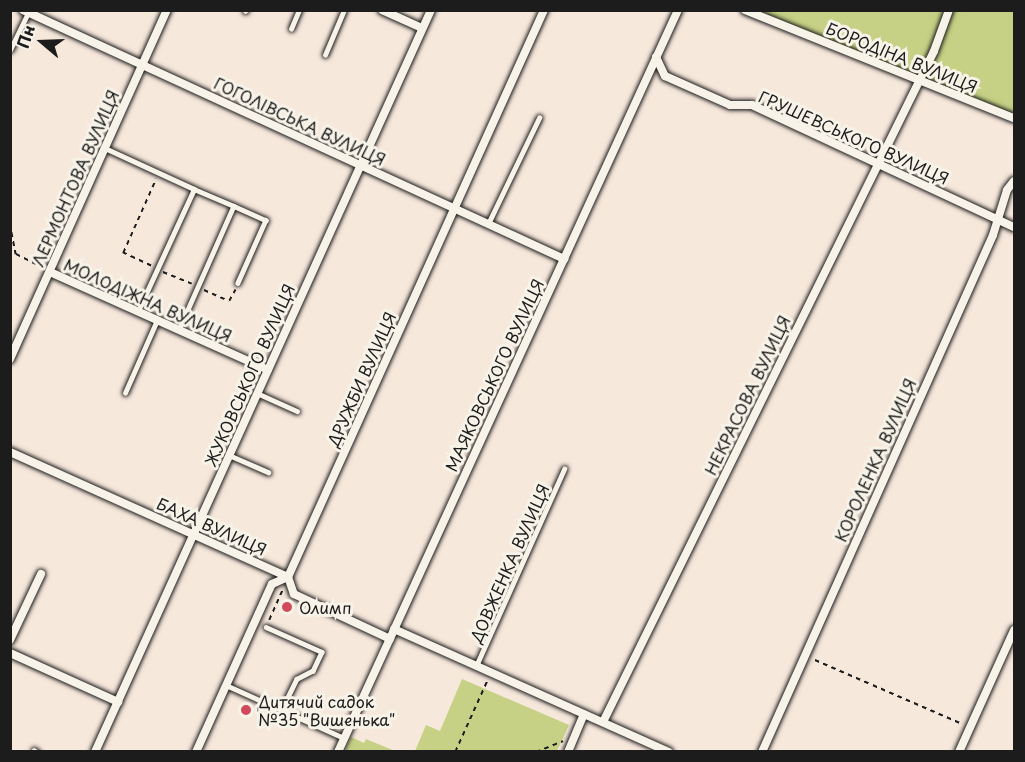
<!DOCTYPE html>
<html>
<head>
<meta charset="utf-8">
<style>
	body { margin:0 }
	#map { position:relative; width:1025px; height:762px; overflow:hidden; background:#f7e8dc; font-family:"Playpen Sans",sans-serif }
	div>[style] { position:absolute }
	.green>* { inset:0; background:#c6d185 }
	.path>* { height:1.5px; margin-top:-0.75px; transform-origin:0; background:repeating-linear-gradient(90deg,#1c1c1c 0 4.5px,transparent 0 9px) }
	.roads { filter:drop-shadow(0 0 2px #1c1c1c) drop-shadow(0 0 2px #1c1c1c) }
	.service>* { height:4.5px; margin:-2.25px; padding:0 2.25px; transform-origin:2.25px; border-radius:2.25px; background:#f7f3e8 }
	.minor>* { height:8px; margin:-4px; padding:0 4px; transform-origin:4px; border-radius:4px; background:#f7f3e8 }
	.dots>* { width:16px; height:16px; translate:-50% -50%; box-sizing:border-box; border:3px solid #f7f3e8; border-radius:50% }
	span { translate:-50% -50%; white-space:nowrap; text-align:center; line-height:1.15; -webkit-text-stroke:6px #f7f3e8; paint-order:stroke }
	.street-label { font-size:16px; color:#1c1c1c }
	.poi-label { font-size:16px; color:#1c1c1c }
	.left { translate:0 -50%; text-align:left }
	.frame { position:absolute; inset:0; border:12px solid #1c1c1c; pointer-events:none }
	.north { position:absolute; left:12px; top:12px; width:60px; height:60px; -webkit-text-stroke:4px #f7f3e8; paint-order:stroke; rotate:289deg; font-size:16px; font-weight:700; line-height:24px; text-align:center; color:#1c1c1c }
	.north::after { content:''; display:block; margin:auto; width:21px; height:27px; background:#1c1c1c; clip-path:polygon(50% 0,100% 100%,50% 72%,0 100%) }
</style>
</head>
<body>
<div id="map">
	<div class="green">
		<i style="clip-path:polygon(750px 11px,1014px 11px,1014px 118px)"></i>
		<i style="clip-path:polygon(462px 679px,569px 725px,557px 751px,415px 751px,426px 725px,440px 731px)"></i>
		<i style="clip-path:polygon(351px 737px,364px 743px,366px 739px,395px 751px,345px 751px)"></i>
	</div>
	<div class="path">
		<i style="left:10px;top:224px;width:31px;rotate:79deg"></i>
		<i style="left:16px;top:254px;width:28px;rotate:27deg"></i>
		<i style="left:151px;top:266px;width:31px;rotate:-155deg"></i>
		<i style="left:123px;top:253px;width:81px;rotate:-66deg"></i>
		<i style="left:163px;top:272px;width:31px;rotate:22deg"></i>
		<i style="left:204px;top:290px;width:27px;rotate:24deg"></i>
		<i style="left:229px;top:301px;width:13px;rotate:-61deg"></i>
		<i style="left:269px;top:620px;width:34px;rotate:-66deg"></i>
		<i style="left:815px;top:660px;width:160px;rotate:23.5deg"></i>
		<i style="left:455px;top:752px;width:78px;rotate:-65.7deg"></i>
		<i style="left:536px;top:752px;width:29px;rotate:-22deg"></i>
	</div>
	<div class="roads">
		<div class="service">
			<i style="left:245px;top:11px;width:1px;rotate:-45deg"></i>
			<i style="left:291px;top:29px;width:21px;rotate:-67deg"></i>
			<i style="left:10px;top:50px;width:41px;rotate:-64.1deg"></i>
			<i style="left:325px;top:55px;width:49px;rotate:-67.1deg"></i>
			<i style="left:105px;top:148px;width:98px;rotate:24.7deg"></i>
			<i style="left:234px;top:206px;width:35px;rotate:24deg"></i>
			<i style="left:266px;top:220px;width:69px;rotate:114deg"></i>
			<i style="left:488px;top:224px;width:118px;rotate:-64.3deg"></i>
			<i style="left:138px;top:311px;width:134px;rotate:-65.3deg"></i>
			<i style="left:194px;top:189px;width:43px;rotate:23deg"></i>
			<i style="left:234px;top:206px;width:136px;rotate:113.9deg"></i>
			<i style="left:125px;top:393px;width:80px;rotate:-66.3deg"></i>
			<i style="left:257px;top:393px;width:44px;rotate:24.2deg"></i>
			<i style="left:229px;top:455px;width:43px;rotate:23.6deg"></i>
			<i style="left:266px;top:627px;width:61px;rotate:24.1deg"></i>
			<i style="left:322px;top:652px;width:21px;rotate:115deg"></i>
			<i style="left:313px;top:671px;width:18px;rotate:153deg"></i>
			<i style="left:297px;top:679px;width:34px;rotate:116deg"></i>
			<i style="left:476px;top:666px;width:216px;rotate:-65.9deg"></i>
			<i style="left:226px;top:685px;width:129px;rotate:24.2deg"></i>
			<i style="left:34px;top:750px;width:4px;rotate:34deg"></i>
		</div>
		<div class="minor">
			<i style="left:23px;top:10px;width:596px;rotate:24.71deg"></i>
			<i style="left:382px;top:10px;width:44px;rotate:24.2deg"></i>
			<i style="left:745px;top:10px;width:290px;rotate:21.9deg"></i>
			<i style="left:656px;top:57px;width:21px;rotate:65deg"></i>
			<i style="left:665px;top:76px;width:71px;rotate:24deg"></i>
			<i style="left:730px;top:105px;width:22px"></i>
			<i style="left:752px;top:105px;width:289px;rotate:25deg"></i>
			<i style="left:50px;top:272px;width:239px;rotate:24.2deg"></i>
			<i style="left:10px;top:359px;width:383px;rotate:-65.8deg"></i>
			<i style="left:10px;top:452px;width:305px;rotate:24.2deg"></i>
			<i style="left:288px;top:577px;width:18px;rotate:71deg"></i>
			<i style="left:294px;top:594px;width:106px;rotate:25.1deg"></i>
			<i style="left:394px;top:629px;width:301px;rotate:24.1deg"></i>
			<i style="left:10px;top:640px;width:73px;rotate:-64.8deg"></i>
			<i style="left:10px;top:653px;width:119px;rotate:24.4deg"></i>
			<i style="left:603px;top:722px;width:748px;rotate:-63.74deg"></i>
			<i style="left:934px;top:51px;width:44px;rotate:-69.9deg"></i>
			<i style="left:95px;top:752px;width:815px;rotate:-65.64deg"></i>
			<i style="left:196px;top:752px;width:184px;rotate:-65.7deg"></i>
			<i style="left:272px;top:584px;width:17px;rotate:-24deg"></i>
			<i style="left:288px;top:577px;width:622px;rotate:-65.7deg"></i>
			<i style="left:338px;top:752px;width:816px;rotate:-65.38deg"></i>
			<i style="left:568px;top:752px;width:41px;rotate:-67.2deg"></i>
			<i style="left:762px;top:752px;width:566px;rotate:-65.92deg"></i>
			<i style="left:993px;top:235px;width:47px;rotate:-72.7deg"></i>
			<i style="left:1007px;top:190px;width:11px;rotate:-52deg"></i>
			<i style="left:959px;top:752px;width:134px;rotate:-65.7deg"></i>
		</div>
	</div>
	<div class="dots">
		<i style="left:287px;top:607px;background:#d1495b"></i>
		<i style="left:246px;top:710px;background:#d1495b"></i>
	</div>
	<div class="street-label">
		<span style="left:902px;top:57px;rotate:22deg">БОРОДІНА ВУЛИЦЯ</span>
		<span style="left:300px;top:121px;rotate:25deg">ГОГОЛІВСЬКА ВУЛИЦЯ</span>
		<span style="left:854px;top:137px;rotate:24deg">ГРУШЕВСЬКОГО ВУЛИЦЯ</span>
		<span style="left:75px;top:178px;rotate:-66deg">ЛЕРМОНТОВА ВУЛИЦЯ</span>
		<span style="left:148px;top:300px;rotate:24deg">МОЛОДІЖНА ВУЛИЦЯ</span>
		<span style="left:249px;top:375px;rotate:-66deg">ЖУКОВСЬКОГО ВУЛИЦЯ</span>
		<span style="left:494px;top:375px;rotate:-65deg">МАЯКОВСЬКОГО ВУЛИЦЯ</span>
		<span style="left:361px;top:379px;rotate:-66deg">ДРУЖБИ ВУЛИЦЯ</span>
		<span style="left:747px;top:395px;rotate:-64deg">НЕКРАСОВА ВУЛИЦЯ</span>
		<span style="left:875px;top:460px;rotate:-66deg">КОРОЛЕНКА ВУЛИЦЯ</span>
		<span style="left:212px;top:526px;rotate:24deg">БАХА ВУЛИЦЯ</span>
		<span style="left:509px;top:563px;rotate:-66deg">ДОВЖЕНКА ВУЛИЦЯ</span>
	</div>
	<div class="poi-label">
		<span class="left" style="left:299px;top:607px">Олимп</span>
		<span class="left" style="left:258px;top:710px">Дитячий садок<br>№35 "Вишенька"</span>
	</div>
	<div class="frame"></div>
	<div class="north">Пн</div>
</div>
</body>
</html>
# # # # #
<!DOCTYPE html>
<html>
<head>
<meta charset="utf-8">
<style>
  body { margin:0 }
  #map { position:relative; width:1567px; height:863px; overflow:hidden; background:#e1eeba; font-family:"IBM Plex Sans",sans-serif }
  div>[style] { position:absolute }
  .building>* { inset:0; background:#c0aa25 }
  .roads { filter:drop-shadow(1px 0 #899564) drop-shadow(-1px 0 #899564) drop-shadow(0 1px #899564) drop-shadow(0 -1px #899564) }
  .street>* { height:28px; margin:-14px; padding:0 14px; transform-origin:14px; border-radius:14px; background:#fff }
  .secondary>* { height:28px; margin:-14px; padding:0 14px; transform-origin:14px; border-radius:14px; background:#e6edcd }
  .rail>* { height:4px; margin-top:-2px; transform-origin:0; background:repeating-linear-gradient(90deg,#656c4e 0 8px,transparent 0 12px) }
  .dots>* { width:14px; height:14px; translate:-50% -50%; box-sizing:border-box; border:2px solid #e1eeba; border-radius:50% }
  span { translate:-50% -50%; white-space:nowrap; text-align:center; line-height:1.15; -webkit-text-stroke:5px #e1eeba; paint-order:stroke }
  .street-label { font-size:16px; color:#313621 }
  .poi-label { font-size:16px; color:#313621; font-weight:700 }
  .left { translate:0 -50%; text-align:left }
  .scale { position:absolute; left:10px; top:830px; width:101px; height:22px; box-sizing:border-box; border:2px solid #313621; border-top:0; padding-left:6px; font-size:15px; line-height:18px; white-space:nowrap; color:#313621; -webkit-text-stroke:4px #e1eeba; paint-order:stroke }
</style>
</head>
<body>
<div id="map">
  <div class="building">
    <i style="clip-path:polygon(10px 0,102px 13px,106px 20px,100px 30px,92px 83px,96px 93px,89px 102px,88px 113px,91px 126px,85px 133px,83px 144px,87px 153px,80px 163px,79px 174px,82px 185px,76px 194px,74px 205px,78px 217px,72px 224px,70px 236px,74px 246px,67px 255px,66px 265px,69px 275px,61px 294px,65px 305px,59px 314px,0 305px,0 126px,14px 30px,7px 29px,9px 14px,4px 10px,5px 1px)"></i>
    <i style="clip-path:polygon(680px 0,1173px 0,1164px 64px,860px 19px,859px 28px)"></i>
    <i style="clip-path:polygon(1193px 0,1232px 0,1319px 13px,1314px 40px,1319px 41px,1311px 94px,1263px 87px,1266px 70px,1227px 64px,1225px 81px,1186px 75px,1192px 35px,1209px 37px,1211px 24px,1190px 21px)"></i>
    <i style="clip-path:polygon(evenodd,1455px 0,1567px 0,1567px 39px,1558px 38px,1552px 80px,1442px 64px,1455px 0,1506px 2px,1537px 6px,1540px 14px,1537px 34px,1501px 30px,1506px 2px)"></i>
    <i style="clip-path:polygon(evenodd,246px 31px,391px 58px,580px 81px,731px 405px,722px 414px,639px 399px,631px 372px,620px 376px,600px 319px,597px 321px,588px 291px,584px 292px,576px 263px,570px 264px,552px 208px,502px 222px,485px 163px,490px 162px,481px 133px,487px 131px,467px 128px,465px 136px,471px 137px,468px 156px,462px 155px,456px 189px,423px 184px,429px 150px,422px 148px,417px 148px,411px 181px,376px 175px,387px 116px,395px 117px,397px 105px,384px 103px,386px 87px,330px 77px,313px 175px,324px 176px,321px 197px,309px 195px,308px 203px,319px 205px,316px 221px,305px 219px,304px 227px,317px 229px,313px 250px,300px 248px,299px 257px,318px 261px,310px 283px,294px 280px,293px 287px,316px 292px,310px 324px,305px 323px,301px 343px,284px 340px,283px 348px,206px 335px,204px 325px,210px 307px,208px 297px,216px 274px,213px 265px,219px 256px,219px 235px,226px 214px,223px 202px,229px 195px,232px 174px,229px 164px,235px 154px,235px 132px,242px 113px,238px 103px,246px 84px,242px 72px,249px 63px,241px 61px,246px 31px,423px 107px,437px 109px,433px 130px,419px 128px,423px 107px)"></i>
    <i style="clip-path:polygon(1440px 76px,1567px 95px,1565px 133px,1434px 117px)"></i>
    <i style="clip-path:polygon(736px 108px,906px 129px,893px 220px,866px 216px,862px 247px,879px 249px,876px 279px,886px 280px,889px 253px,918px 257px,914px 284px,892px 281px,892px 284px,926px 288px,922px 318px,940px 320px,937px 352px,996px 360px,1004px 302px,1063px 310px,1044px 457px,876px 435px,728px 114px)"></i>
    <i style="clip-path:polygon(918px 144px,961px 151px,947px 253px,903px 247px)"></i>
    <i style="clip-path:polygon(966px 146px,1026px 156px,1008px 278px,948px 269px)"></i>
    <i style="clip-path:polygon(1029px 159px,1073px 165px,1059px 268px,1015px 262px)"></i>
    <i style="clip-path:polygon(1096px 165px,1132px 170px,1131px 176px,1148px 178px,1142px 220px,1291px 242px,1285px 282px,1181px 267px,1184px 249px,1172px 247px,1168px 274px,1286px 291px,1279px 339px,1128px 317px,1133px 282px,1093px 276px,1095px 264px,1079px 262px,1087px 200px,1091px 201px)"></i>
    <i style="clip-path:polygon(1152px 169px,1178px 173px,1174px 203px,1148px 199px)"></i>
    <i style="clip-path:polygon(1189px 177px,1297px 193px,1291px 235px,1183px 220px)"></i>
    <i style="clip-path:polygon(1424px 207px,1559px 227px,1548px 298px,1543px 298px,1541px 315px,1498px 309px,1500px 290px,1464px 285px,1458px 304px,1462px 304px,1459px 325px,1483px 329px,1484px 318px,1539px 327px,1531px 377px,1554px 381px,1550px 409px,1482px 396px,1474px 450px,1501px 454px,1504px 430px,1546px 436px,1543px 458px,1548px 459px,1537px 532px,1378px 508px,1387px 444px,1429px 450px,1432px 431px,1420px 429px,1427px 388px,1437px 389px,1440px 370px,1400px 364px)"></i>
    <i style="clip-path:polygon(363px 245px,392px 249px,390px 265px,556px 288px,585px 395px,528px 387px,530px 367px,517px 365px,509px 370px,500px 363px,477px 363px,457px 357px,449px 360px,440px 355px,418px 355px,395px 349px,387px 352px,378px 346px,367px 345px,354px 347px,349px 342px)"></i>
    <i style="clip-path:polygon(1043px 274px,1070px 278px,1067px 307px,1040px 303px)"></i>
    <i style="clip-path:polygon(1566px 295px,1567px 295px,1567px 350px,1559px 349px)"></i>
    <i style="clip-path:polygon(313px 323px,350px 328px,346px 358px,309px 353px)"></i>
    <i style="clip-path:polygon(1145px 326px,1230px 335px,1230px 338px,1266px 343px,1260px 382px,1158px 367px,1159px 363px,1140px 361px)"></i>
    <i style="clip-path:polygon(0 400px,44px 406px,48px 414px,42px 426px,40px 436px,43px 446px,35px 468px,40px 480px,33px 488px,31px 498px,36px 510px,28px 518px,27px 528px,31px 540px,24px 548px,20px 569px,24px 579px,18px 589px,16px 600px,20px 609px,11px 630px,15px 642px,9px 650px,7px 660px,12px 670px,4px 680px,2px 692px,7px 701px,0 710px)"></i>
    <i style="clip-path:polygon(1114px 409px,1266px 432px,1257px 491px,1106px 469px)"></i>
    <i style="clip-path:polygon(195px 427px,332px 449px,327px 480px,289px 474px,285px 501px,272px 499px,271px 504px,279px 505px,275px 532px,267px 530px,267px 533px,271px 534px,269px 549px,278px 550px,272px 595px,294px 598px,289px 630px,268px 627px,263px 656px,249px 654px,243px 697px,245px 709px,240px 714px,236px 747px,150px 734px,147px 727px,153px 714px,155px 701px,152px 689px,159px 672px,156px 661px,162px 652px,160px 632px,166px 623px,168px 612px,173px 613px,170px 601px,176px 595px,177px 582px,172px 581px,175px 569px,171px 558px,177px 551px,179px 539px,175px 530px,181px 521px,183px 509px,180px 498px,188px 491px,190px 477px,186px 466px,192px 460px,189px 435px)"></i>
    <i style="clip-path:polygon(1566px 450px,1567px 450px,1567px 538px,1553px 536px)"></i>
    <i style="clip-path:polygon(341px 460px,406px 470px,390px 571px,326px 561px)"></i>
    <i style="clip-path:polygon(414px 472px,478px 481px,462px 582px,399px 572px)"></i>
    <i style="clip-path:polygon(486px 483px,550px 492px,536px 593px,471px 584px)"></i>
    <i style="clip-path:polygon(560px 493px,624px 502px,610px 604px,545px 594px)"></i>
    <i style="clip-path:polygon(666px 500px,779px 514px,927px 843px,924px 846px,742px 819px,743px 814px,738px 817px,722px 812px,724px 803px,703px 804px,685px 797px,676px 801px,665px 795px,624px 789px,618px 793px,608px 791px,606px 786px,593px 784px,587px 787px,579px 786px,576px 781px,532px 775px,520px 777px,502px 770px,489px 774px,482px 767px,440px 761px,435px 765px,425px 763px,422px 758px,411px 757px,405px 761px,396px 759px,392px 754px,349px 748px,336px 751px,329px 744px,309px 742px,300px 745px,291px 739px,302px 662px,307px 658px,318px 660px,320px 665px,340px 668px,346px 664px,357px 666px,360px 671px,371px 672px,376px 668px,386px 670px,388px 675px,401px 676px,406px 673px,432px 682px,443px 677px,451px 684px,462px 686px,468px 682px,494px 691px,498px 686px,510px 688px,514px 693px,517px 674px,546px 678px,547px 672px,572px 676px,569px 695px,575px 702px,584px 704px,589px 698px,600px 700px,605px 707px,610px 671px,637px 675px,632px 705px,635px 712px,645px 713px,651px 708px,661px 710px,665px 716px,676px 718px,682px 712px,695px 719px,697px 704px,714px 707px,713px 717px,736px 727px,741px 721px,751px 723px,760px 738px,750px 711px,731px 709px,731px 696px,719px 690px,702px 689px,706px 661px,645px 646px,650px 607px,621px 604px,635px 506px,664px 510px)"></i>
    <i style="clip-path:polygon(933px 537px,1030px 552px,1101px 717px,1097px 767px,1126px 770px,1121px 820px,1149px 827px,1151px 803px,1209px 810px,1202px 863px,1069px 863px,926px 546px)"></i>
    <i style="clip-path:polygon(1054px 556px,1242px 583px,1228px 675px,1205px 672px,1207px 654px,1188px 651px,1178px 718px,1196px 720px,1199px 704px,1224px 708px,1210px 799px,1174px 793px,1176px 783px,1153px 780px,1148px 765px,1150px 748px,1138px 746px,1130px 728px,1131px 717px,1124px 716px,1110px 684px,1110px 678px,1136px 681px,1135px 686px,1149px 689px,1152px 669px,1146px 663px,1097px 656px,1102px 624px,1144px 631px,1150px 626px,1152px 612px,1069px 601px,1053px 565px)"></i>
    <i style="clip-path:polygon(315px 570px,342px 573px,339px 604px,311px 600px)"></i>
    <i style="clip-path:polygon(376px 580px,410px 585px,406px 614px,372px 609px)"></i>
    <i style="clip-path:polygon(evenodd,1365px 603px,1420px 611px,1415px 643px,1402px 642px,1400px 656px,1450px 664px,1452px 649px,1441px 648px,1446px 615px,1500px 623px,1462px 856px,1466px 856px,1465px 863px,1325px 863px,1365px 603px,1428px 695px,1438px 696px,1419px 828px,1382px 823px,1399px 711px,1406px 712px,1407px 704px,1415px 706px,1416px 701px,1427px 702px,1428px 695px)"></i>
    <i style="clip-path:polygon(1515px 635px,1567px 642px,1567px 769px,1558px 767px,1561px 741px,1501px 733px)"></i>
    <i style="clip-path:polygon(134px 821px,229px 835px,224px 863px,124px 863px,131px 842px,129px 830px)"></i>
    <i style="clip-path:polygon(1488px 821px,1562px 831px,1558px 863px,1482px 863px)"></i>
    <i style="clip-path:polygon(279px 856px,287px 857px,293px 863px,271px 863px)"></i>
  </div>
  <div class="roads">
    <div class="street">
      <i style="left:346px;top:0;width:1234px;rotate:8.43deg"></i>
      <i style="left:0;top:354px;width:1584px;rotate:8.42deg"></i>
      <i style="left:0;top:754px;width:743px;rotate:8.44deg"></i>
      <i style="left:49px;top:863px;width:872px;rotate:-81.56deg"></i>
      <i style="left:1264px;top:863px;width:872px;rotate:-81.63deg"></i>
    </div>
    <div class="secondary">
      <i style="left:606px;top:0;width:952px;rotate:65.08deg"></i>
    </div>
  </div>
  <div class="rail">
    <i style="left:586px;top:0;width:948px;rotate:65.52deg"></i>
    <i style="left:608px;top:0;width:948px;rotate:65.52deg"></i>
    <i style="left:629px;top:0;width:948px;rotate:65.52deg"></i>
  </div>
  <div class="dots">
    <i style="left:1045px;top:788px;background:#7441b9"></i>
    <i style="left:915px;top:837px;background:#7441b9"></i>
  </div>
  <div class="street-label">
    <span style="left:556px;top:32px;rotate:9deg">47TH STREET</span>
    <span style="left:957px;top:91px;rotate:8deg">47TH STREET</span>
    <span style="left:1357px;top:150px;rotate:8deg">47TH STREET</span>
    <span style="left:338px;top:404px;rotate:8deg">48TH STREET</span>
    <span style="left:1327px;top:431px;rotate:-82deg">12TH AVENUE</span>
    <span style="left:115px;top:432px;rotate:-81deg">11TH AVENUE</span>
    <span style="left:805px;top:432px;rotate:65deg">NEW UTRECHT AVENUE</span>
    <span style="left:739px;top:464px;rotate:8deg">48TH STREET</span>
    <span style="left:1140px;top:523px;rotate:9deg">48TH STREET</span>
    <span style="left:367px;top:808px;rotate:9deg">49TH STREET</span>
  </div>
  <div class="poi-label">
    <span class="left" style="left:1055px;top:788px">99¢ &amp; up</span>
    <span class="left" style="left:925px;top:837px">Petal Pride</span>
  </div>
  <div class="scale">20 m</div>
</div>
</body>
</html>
# # # # #
# Exercise instructions
What you give back should be exactly the lines of the data above from the line with "transform-origin:14px; border-radius:14px; background:#fff" through the line with "font-size:16px; color:#313621; font-weight:700", both of those included, and nothing more.

# Solved problem
  .street>* { height:28px; margin:-14px; padding:0 14px; transform-origin:14px; border-radius:14px; background:#fff }
  .secondary>* { height:28px; margin:-14px; padding:0 14px; transform-origin:14px; border-radius:14px; background:#e6edcd }
  .rail>* { height:4px; margin-top:-2px; transform-origin:0; background:repeating-linear-gradient(90deg,#656c4e 0 8px,transparent 0 12px) }
  .dots>* { width:14px; height:14px; translate:-50% -50%; box-sizing:border-box; border:2px solid #e1eeba; border-radius:50% }
  span { translate:-50% -50%; white-space:nowrap; text-align:center; line-height:1.15; -webkit-text-stroke:5px #e1eeba; paint-order:stroke }
  .street-label { font-size:16px; color:#313621 }
  .poi-label { font-size:16px; color:#313621; font-weight:700 }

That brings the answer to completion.